Nearly 900 soldiers were hidden underneath the scroll, many of them moving giant printing blocks with Chinese characters, the Beijing News reported.

"The performers for Chinese character parts went into the models underground at 2 pm, and after getting in there they could not come out," the newspaper quoted choreographer Han Lixun as saying.

"The underground area was so hot, there were 897 people there, and they had to wait until they finished their performance," Han said.

"So altogether they had to stay there for six to seven hours, and they could not even go to the toilet, so they all wore nappies," Han said.
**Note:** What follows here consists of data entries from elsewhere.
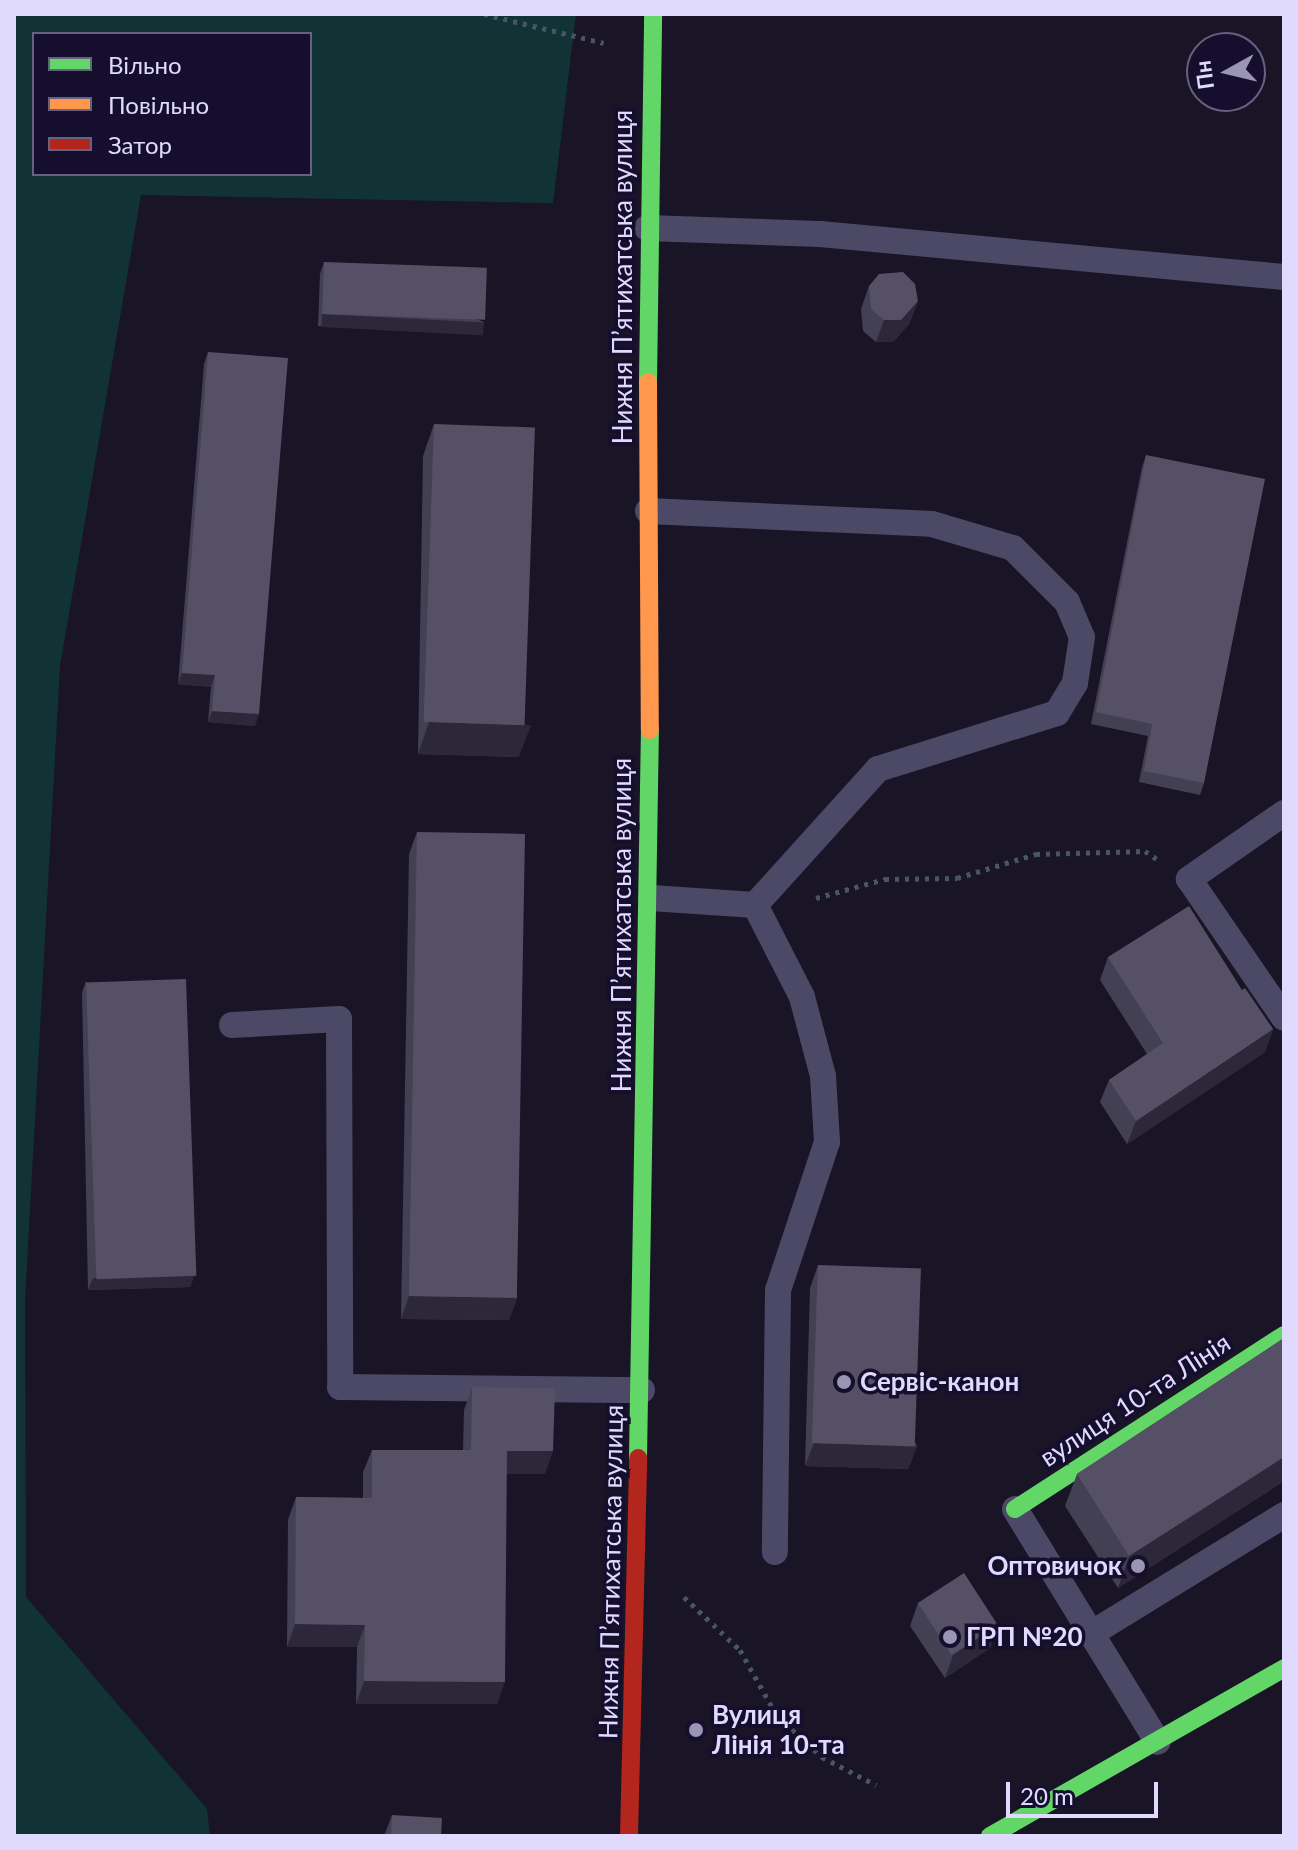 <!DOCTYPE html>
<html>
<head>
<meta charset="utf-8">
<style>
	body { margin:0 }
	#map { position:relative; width:1298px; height:1850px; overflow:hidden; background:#191526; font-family:Lato,sans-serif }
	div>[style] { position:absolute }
	.green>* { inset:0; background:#123336 }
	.path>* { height:5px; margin-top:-2.5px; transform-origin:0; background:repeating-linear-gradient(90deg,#465567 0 4px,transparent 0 10px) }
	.lane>* { height:26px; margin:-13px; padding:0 13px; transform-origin:13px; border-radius:13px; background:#4c4967 }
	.fast>* { height:18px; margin:-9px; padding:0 9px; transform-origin:9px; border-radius:9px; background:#63d668 }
	.slow>* { height:18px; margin:-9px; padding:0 9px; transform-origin:9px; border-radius:9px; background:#ff974d }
	.jam>* { height:18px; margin:-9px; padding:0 9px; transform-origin:9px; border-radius:9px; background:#b3261e }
	.wall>* { inset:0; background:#444054 }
	.shaded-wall>* { inset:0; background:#2c283a; transform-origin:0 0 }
	.building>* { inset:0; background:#555066; transform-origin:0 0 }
	.dots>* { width:22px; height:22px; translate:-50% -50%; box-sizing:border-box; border:4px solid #150e2d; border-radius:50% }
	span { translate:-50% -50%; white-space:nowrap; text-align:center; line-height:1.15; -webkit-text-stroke:7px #150e2d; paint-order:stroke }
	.street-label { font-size:26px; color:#e0daff }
	.poi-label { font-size:26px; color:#e0daff; font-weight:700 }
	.left { translate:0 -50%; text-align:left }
	.right { translate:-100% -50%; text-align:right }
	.frame { position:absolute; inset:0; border:16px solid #e0daff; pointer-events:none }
	.legend { position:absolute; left:32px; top:32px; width:280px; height:144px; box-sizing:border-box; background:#150e2d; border:2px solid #666081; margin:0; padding:10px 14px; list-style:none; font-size:24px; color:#e0daff }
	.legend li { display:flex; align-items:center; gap:16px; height:40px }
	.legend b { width:40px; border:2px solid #666081 }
	.north { position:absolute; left:1186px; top:32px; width:80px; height:80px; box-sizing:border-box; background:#150e2d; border:2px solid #666081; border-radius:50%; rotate:262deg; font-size:22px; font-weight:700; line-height:32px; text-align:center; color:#e0daff }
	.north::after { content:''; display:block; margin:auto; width:28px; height:36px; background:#9a95b3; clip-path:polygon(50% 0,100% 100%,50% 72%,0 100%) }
	.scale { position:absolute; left:1006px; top:1782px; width:152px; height:36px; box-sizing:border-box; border:4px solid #e0daff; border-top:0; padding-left:10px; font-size:24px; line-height:28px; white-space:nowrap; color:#e0daff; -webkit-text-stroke:6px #150e2d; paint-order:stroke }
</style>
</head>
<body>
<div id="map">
	<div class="green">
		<i style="clip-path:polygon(evenodd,14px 14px,576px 14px,553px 203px,141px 195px,60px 666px,25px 1300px,26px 1597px,207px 1809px,210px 1836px,14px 1836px,14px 14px,34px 34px,310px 34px,310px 174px,34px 174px,34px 34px)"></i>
	</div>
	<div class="path">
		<i style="left:484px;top:14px;width:123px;rotate:13.6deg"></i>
		<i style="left:816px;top:898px;width:72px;rotate:-15.4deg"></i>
		<i style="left:885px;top:879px;width:72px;rotate:-0.8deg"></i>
		<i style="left:957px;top:878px;width:83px;rotate:-16.9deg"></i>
		<i style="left:1036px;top:854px;width:109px;rotate:-1.6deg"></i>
		<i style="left:1145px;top:851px;width:14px;rotate:34deg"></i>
		<i style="left:684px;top:1597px;width:77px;rotate:43.4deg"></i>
		<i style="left:740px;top:1650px;width:76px;rotate:60.7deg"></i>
		<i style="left:777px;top:1716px;width:61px;rotate:42.3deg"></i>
		<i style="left:822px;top:1757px;width:61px;rotate:27.4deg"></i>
	</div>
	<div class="lane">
		<i style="left:647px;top:228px;width:173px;rotate:2deg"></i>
		<i style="left:820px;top:234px;width:466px;rotate:5.3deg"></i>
		<i style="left:648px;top:511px;width:284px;rotate:2.6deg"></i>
		<i style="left:932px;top:524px;width:84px;rotate:16.5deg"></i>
		<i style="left:1013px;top:548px;width:76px;rotate:45deg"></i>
		<i style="left:1067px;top:602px;width:38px;rotate:67deg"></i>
		<i style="left:1082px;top:637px;width:47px;rotate:98.7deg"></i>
		<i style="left:1075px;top:683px;width:35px;rotate:121deg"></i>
		<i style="left:1057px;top:713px;width:188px;rotate:162.6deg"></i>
		<i style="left:878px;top:769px;width:183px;rotate:132.1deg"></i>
		<i style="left:1284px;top:813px;width:116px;rotate:145.2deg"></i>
		<i style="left:1189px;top:879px;width:168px;rotate:55.6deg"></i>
		<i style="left:651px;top:898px;width:104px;rotate:3.9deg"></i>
		<i style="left:755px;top:905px;width:103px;rotate:62.9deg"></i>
		<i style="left:802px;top:997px;width:82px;rotate:75.1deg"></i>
		<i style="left:823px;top:1076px;width:66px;rotate:86.5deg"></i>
		<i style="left:827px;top:1142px;width:156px;rotate:108.3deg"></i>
		<i style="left:778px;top:1290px;width:262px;rotate:90.7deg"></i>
		<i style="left:232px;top:1025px;width:107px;rotate:-3.2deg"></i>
		<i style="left:339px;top:1019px;width:368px;rotate:89.8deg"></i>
		<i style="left:340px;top:1387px;width:302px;rotate:0.6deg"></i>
		<i style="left:1015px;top:1509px;width:273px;rotate:58.5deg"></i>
		<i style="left:1094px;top:1632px;width:223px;rotate:-31.6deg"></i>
	</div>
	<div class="fast">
		<i style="left:648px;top:382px;width:368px;rotate:-89.2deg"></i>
		<i style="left:638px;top:1458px;width:728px;rotate:-89.06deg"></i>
		<i style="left:1015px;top:1509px;width:320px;rotate:-32.9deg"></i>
		<i style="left:990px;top:1836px;width:339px;rotate:-29.7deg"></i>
	</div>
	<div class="slow">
		<i style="left:648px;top:382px;width:348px;rotate:89.7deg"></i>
	</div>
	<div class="jam">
		<i style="left:629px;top:1836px;width:378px;rotate:-88.6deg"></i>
	</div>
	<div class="wall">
		<i style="clip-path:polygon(324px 262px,484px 322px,480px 333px,318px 326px,320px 274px)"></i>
		<i style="clip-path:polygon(869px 286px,918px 301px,909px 324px,893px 342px,876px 342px,863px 331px,861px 309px)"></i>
		<i style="clip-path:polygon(208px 352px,255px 726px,208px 722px,211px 687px,178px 684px,204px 364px)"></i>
		<i style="clip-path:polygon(434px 424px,519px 757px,418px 754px,423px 456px)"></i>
		<i style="clip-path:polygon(1146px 455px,1204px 783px,1200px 795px,1139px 782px,1148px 736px,1091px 724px,1142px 467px)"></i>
		<i style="clip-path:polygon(417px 832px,517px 1298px,509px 1320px,401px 1319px,409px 854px)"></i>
		<i style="clip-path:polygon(1108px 957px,1242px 990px,1273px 1029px,1265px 1052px,1127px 1144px,1100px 1102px,1109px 1080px,1147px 1054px,1100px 980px)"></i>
		<i style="clip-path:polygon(86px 981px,194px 1276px,190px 1287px,88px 1290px,82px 992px)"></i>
		<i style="clip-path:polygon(818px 1265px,917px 1446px,908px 1469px,805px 1466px,810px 1288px)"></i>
		<i style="clip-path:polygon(1284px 1338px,1284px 1481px,1118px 1588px,1065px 1506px,1077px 1474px)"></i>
		<i style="clip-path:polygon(472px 1387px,545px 1474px,506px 1474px,497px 1704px,356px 1704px,357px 1647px,287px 1647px,288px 1520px,296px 1497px,363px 1498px,363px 1472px,372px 1450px,463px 1450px,464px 1410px)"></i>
		<i style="clip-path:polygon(918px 1603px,998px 1625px,990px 1648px,945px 1678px,910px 1626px)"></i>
		<i style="clip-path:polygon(392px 1815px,441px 1836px,384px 1836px)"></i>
	</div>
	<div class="shaded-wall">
		<i style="clip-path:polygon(918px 301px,909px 324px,893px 342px,876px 342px,884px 320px)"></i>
		<i style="left:322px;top:314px;width:162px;height:13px;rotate:3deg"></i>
		<i style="clip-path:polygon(182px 673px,215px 675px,211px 687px,178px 684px)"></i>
		<i style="clip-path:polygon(212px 711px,259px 714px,255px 726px,208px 722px)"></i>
		<i style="clip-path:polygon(429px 722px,531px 725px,519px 757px,418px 754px)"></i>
		<i style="clip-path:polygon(1273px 1029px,1265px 1052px,1127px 1144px,1136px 1121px)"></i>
		<i style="clip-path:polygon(194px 1276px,190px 1287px,88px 1290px,93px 1278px)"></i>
		<i style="clip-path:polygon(409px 1296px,517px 1298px,509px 1320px,401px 1319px)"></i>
		<i style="clip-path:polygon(814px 1443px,917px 1446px,908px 1469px,805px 1466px)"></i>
		<i style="clip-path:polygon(507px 1451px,553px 1451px,545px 1474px,498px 1474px)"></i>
		<i style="clip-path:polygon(1284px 1457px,1284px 1481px,1118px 1588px,1129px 1556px)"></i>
		<i style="clip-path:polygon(295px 1624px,365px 1625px,357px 1647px,287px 1647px)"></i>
		<i style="clip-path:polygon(998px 1625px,990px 1648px,945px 1678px,953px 1655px)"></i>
		<i style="clip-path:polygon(364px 1681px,505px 1682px,497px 1704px,356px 1704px)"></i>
	</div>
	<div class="building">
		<i style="left:324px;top:262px;width:163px;height:52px;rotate:2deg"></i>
		<i style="clip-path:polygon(903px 272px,915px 284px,918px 301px,901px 320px,884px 320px,871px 309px,869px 286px,879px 274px)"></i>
		<i style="clip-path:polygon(208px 352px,288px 358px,259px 714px,212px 711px,215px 675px,182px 673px)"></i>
		<i style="left:434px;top:424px;width:101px;height:298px;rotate:2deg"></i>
		<i style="clip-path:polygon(1146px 455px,1265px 479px,1204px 783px,1144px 771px,1152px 724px,1096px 712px)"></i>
		<i style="left:417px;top:832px;width:108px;height:464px;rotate:1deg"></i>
		<i style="clip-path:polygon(1189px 906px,1242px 990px,1245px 988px,1273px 1029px,1136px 1121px,1109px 1080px,1163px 1043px,1108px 957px)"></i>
		<i style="left:186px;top:979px;width:297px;height:100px;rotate:88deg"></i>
		<i style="left:818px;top:1265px;width:103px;height:178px;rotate:2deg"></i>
		<i style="clip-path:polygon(1284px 1338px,1284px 1457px,1129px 1556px,1077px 1474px)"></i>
		<i style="clip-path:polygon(472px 1387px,555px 1388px,553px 1451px,507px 1451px,505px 1682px,364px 1681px,365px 1625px,295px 1624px,296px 1497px,372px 1498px,372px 1450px,471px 1450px)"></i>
		<i style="left:964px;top:1573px;width:62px;height:55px;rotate:57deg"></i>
		<i style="clip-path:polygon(392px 1815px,442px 1818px,441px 1836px,391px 1836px)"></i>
	</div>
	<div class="dots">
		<i style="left:844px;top:1382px;background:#9a95b3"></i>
		<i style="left:1138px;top:1566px;background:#9a95b3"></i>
		<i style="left:950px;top:1637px;background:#9a95b3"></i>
		<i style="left:696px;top:1730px;background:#9a95b3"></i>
	</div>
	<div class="street-label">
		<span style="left:623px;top:277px;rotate:-90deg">Нижня Пʼятихатська вулиця</span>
		<span style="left:622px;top:925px;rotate:-90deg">Нижня Пʼятихатська вулиця</span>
		<span style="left:1135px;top:1400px;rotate:-33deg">вулиця 10-та Лінія</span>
		<span style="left:611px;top:1572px;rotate:-89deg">Нижня Пʼятихатська вулиця</span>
	</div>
	<div class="poi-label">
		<span class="left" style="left:860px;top:1382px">Сервіс-канон</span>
		<span class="right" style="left:1122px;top:1566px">Оптовичок</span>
		<span class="left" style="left:966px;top:1637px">ГРП №20</span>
		<span class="left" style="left:712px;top:1730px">Вулиця<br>Лінія 10-та</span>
	</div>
	<div class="frame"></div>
	<ul class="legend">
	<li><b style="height:10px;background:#63d668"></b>Вільно</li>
	<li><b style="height:10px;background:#ff974d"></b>Повільно</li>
	<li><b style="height:10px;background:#b3261e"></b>Затор</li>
	</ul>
	<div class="north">Пн</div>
	<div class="scale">20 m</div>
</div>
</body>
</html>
Asked by the newspaper why the soldiers had to be in place so early, Han said it was because of the complexity of getting all the performers into position before spectators began entering the 91,000-seat Bird's Nest Olympic stadium.

"With all the spectators coming into the stadium, the performers have to prepare in advance," he said.

"Every performer should stay in a fixed place at a fixed time," Han said.

The spectacular Chinese-style opening ceremony last three-and-a- half hours and was directed by award-winning film-maker Zhang Yimou.

After the ceremony, organisers admitted that part of the fireworks display shown on television was actually an animation recorded in advance.

They also said a girl whose song during the ceremony won wide praise did not actually appear in the stadium and her song was mimed by another girl who was considered more attractive to foreign audiences.

Almost one third of the world's population - a little over 2 billion people - watched the ceremony, according to the global market research company Nielsen on Thursday.